Mirages occur on sunny days. The role of the sun is to heat the roadway to
high temperatures. This heated roadway in turn heats the surrounding air,
keeping the air just above the roadway at higher temperatures than that day's
average air temperature. Hot air tends to be less optically dense than cooler
air. As such, a nonuniform medium has been created by the heating of the
roadway and the air just above it. While light will travel in a straight line
through a uniform medium, it will refract when traveling through a nonuniform
medium. If a driver looks down at the roadway at a very low angle (that is, at a
position nearly one-hundred yards away), light from objects above the
roadway will follow a curved path to the driver's eye as shown in the diagram
below.
Light which is traveling downward into this less optically dense air begins to
speed up. Though there isn't a distinct boundary between two media, there is
a change in speed of a light wave. As expected, a change in speed is
accompanied by a change in direction. If there were a distinct boundary
between two media, then there would be a bending of this light ray away from
the normal. For this light ray to bend away from the normal (towards the
boundary), the ray would begin to bend more parallel to the roadway and then
bend upwards towards the cooler air. As such, a person in a car sighting
downward at the roadway will see an object located above the roadway.
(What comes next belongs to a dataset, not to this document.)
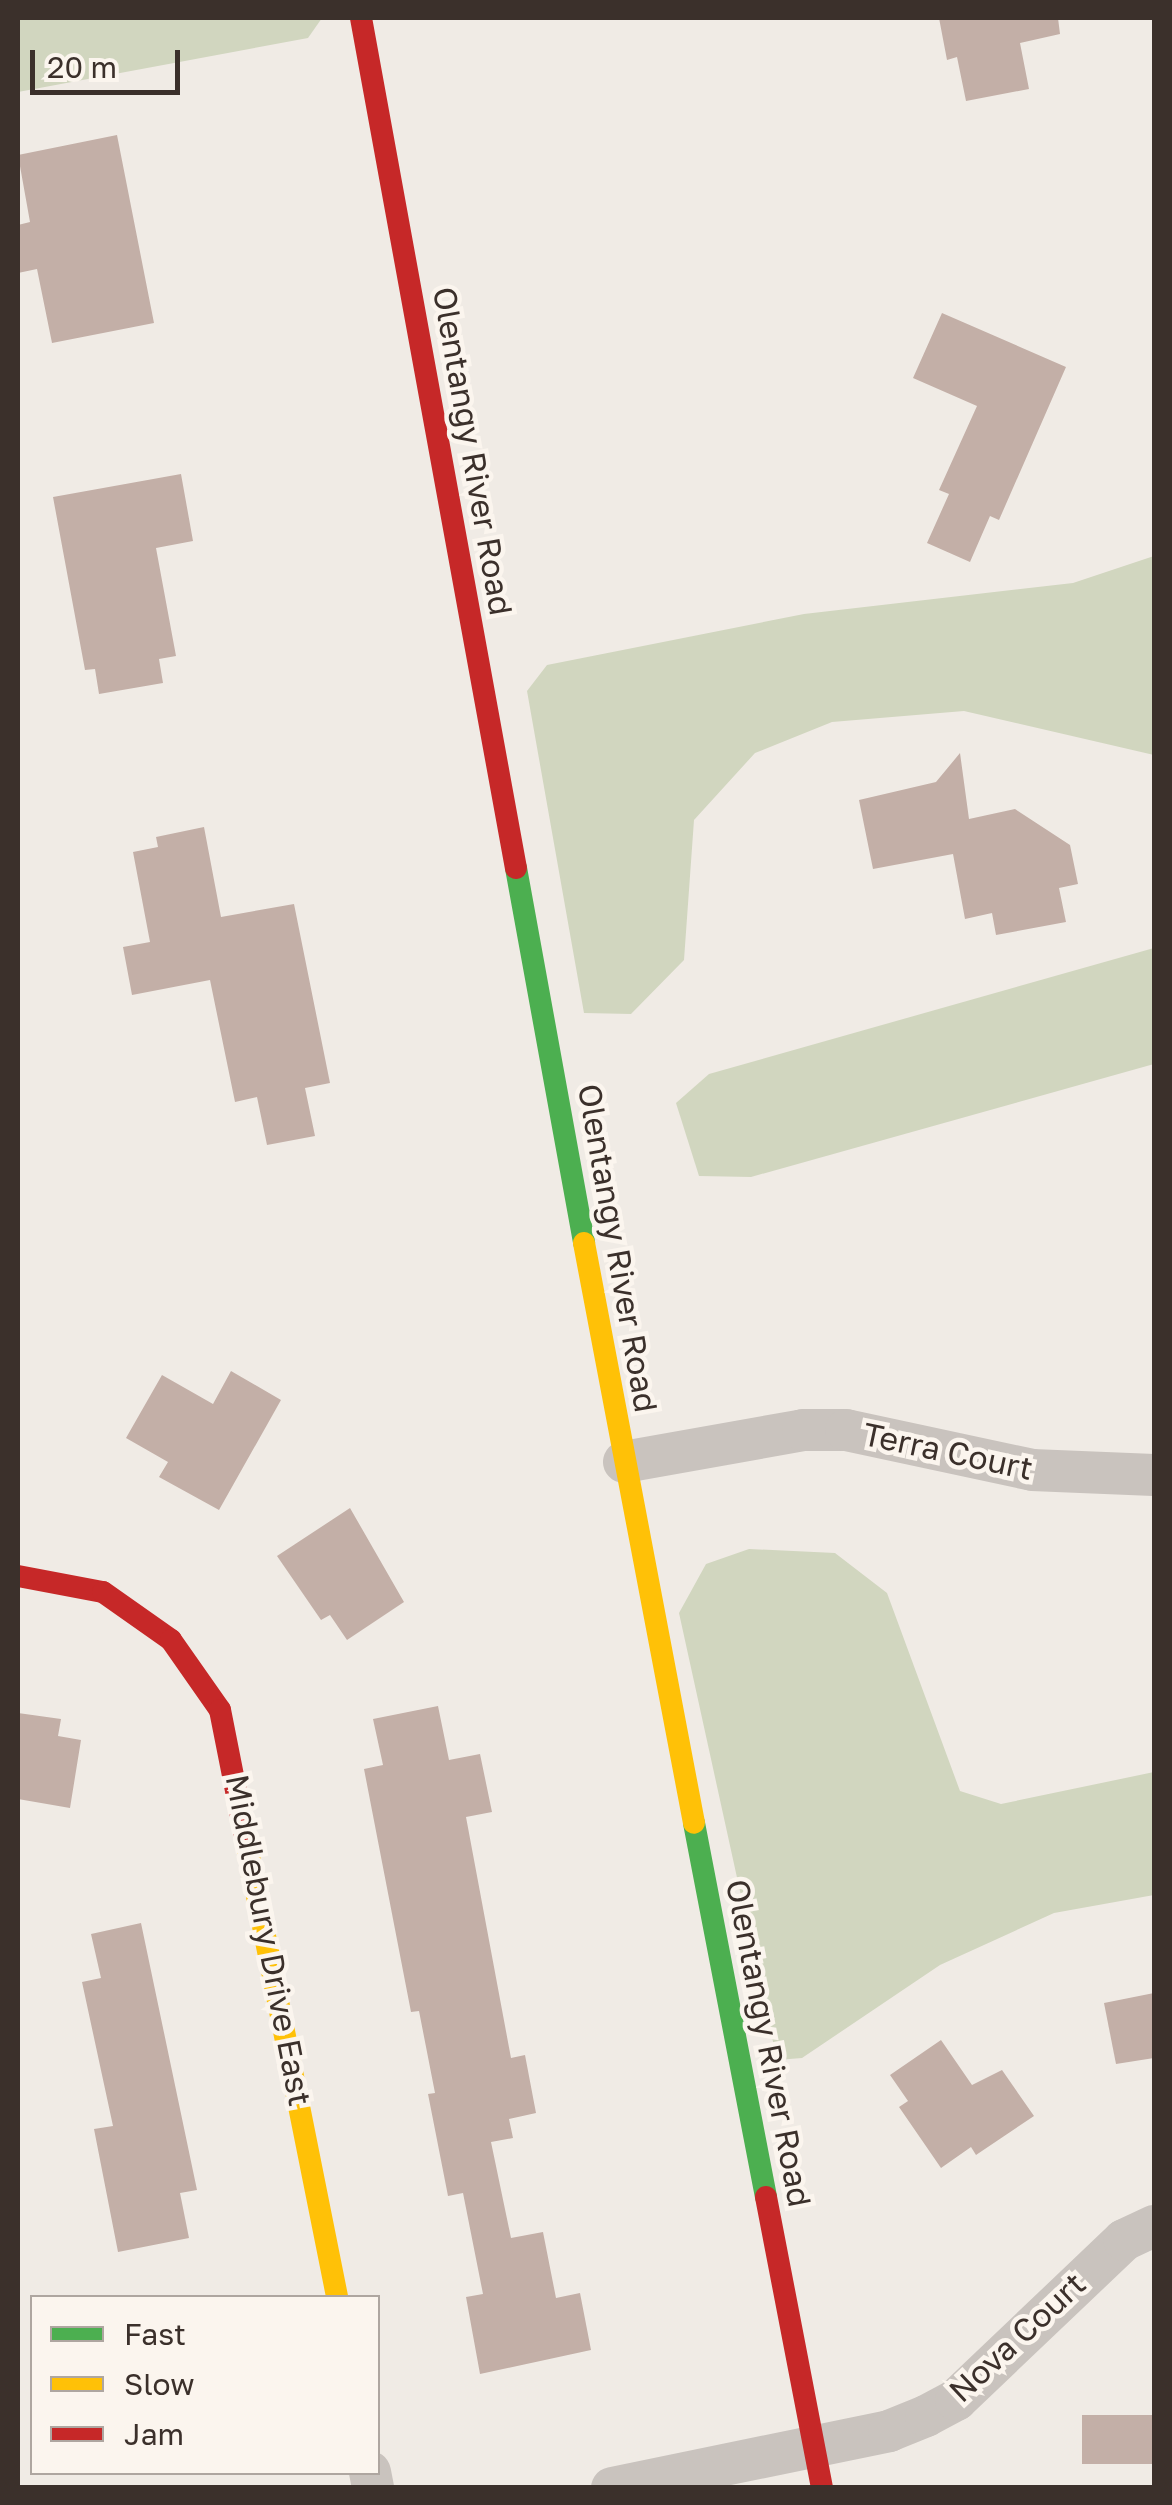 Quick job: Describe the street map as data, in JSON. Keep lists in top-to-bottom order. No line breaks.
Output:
{"streets":{"main road":["Olentangy River Road","Middlebury Drive East"],"street":["Terra Court","Nova Court"]},"crossings":[["Olentangy River Road","Terra Court"],["Olentangy River Road","Nova Court"]],"legend":["Fast","Slow","Jam"],"scale_bar":"20 m"}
Of course, this is not a usual event. When was the last time that you looked
downward at a surface and saw an object above the surface? While not a
usual event, it does happen. For instance, suppose you place a mirror on the
floor and look downward at the floor; you will see objects located above the
floor due to the reflection of light by the mirror. Even a glass window placed
on the floor will reflect light from objects above the
floor. If you look downward at the glass window at
a low enough angle, then you will see objects
located above the floor. Or suppose that you are
standing on the shore of a calm pond and look
downward at the water; you might see objects
above the pond due to the reflection of light by the
water.
Photograph of Mount Moran in the
Grand Teton National Park in Wyoming
- taken by Becky Henderson
So when you experience this sunny day phenomenon, your mind
must quickly make sense of how you can look downward at the
roadway and see an object located above the road. In the process of
making sense of this event, your mind draws upon past experiences.
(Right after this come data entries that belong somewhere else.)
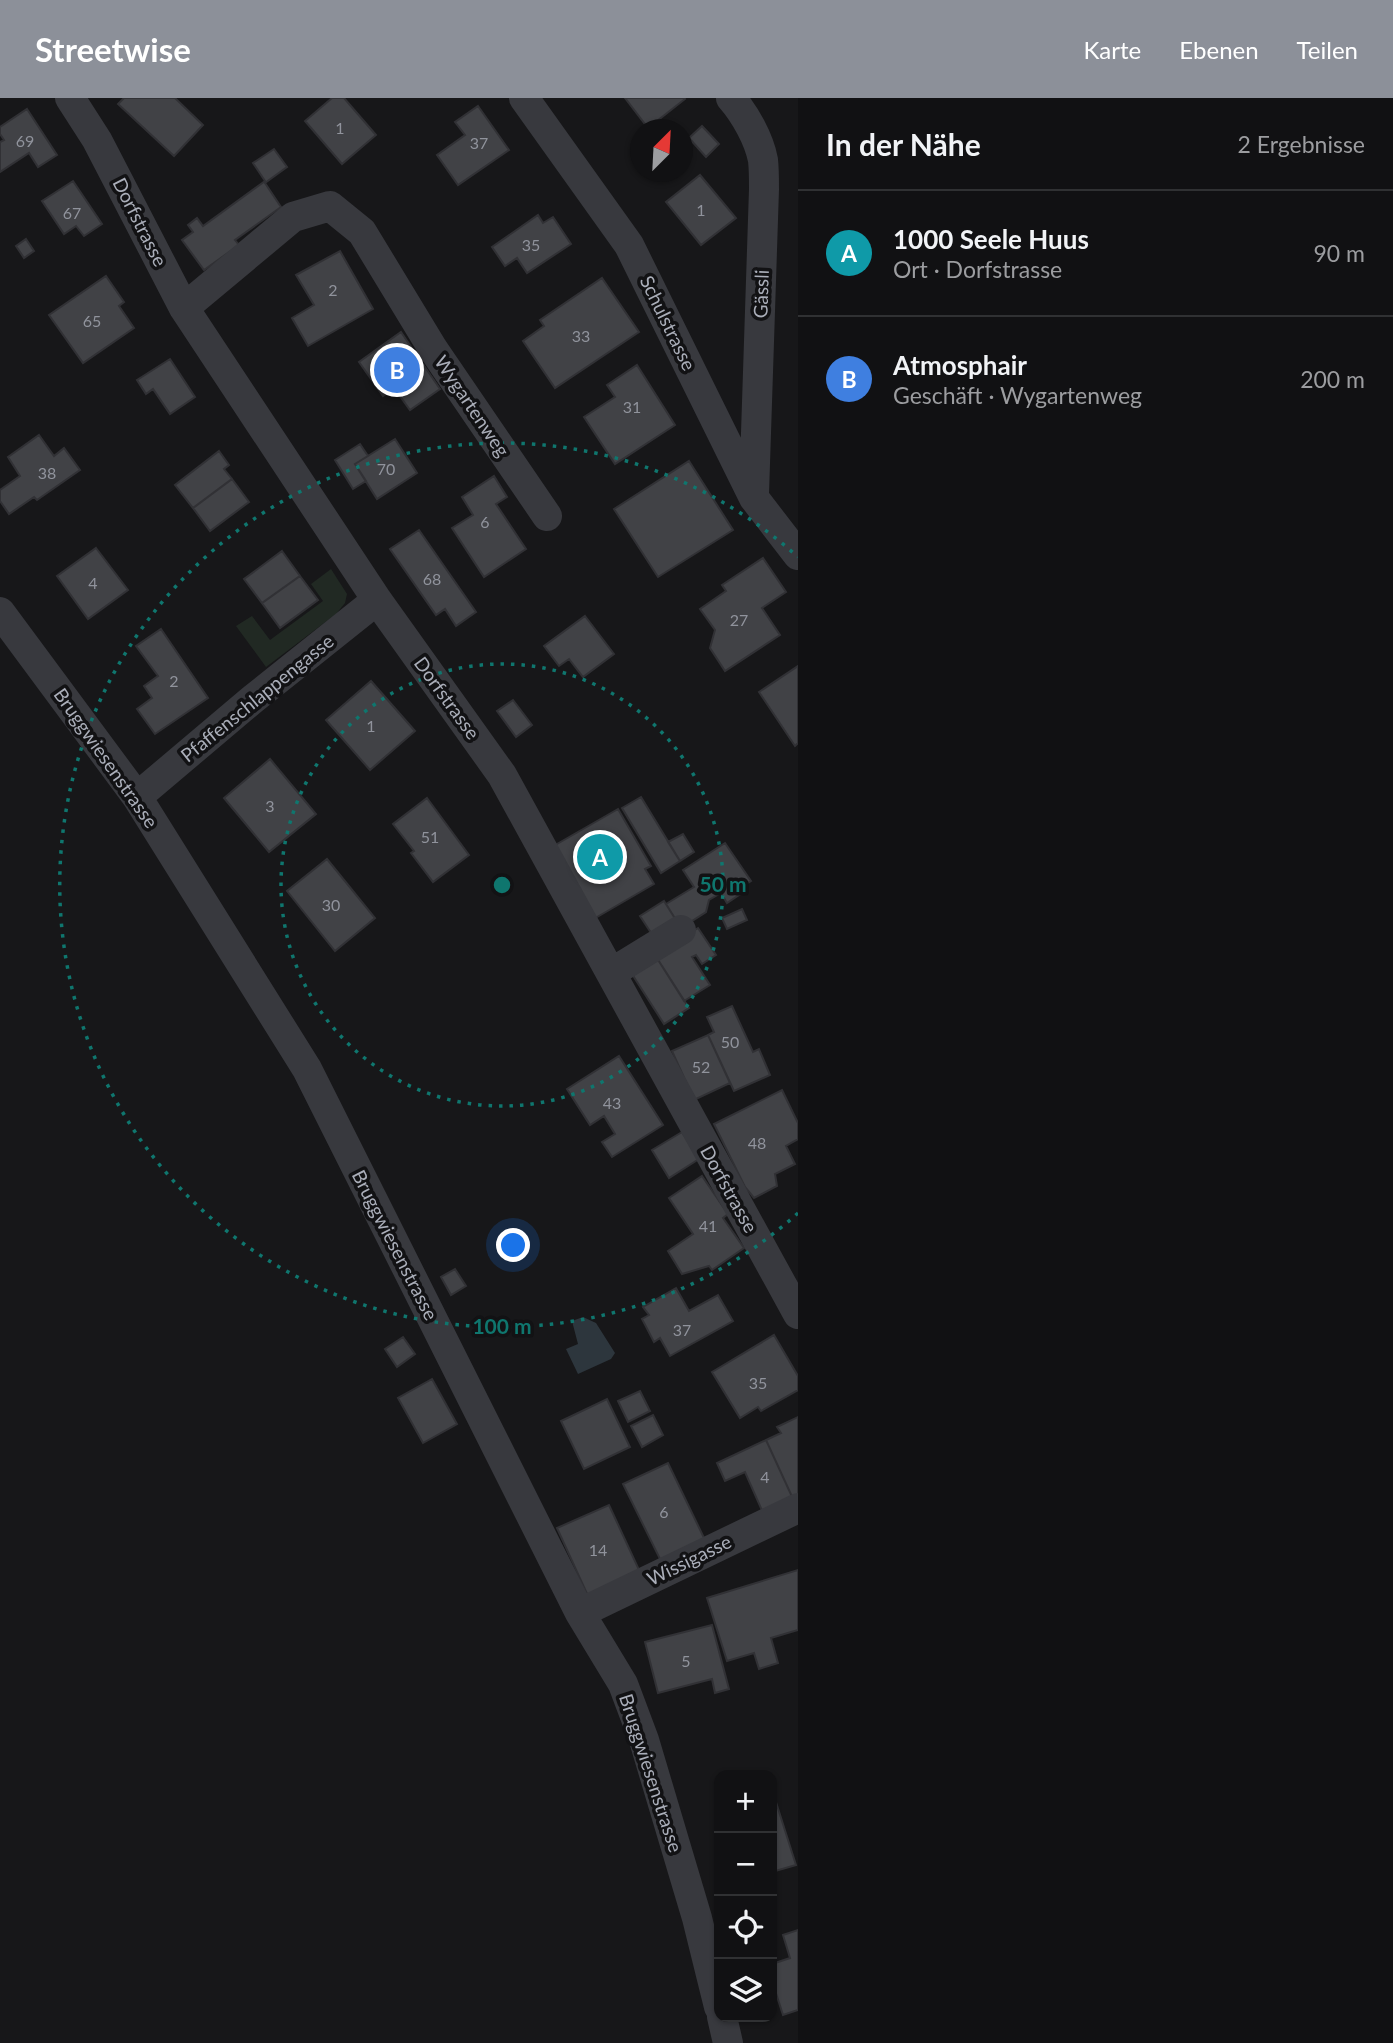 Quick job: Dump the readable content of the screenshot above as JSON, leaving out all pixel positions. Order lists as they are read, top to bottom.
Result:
{
  "streets": {
    "street": [
      "Dorfstrasse",
      "Gässli",
      "Schulstrasse",
      "Wygartenweg",
      "Pfaffenschlappengasse",
      "Bruggwiesenstrasse",
      "Wissigasse"
    ]
  },
  "crossings": [
    ["Dorfstrasse", "Wygartenweg"],
    ["Dorfstrasse", "Pfaffenschlappengasse"],
    ["Gässli", "Schulstrasse"],
    ["Pfaffenschlappengasse", "Bruggwiesenstrasse"],
    ["Bruggwiesenstrasse", "Wissigasse"]
  ],
  "house_numbers": [
    "1",
    "69",
    "37",
    "1",
    "67",
    "35",
    "2",
    "65",
    "33",
    "31",
    "70",
    "38",
    "6",
    "68",
    "4",
    "27",
    "2",
    "1",
    "3",
    "51",
    "30",
    "50",
    "52",
    "43",
    "48",
    "41",
    "37",
    "35",
    "4",
    "6",
    "14",
    "5"
  ],
  "north": "top right",
  "page": {
    "header": "Streetwise",
    "nav": ["Karte", "Ebenen", "Teilen"],
    "heading": ["In der Nähe", "2 Ergebnisse"],
    "list": [
      {
        "mark": "A",
        "name": "1000 Seele Huus",
        "note": "Ort · Dorfstrasse",
        "value": "90 m"
      },
      {
        "mark": "B",
        "name": "Atmosphair",
        "note": "Geschäft · Wygartenweg",
        "value": "200 m"
      }
    ],
    "pins": ["B", "A"],
    "map_buttons": ["+", "−"]
  },
  "rings": ["50 m", "100 m"]
}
Searching the database of stored experiences, your mind is
interested in an explanation of why the eye can sight downward at a
surface and see an object which is located above the surface. In the
process of searching, it comes up with three possible explanations
based upon past experiences. Your mind subtly ponders these three
options.
◦ There is a mirror on the road. Someone must have for some reason placed
a mirror on the road. The mirror is reflecting light and that is why I see an
image of the oncoming truck when I look downward at the road.
◦ There is a glass window on the road. My gosh, do you believe it! Someone
has left a glass window on the road. The glass window is reflecting light
and that is why I see an image of the oncoming truck when I look
downward at the road.
◦ There is water on the road. It must have rained last night and there is a
puddle of water left on the road. The water is reflecting light and that is
why I see an image of the oncoming truck when I look downward at the
road.
Of the three possible explanations of the image of the truck, only
one makes a lot of sense to the mind - there is water on the road.
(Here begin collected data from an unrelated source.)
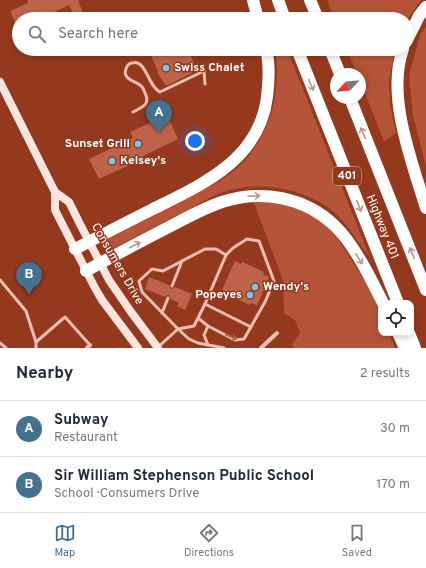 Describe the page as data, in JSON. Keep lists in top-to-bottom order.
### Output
{
  "streets": {
    "highway": ["401", "Highway 401"],
    "main road": ["Consumers Drive"]
  },
  "places": [
    "Swiss Chalet",
    "Sunset Grill",
    "Kelsey's",
    "Wendy's",
    "Popeyes"
  ],
  "north": "bottom left",
  "page": {
    "search": "Search here",
    "pins": ["A", "B"],
    "heading": ["Nearby", "2 results"],
    "list": [
      {
        "mark": "A",
        "name": "Subway",
        "note": "Restaurant",
        "value": "30 m"
      },
      {
        "mark": "B",
        "name": "Sir William Stephenson Public School",
        "note": "School · Consumers Drive",
        "value": "170 m"
      }
    ],
    "nav": ["Map", "Directions", "Saved"]
  }
}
After all, while both glass windows and mirrors can reflect light,
nowhere in your mind's database of past experiences is there an
account of a mirror or glass window being seen on a roadway. Yet
there are plenty of times that a water puddle has been observed to
be present on a roadway. Smart person that you are, you then
conclude that there is a puddle of water on the road which is
causing you to see objects located above the road when you sight
downward at the road. The illusion is complete.
A driver might see a mirage
on a hot day. The “wet”
street is actually dry!
•
When you watch the sun set,
you see the sun for several
minutes after it has actually
sunken below the horizon.
This is because light is
refracted
by
the
earth’s
atmosphere as shown in the
figure. Since the density of the
atmosphere changes gradually,
the refracted ray bends gradually to produce a curved path. The
same thing occurs at sunrise, so our daylight is about 5 minutes
longer because of atmospheric refraction.
When the sun (or moon) is near the horizon, the rays from the
lower edge are bent more than the rays from the upper edge. This
produces a shortening of the vertical diameter, and makes the sun
(or moon) look oval instead of round, as in the figure.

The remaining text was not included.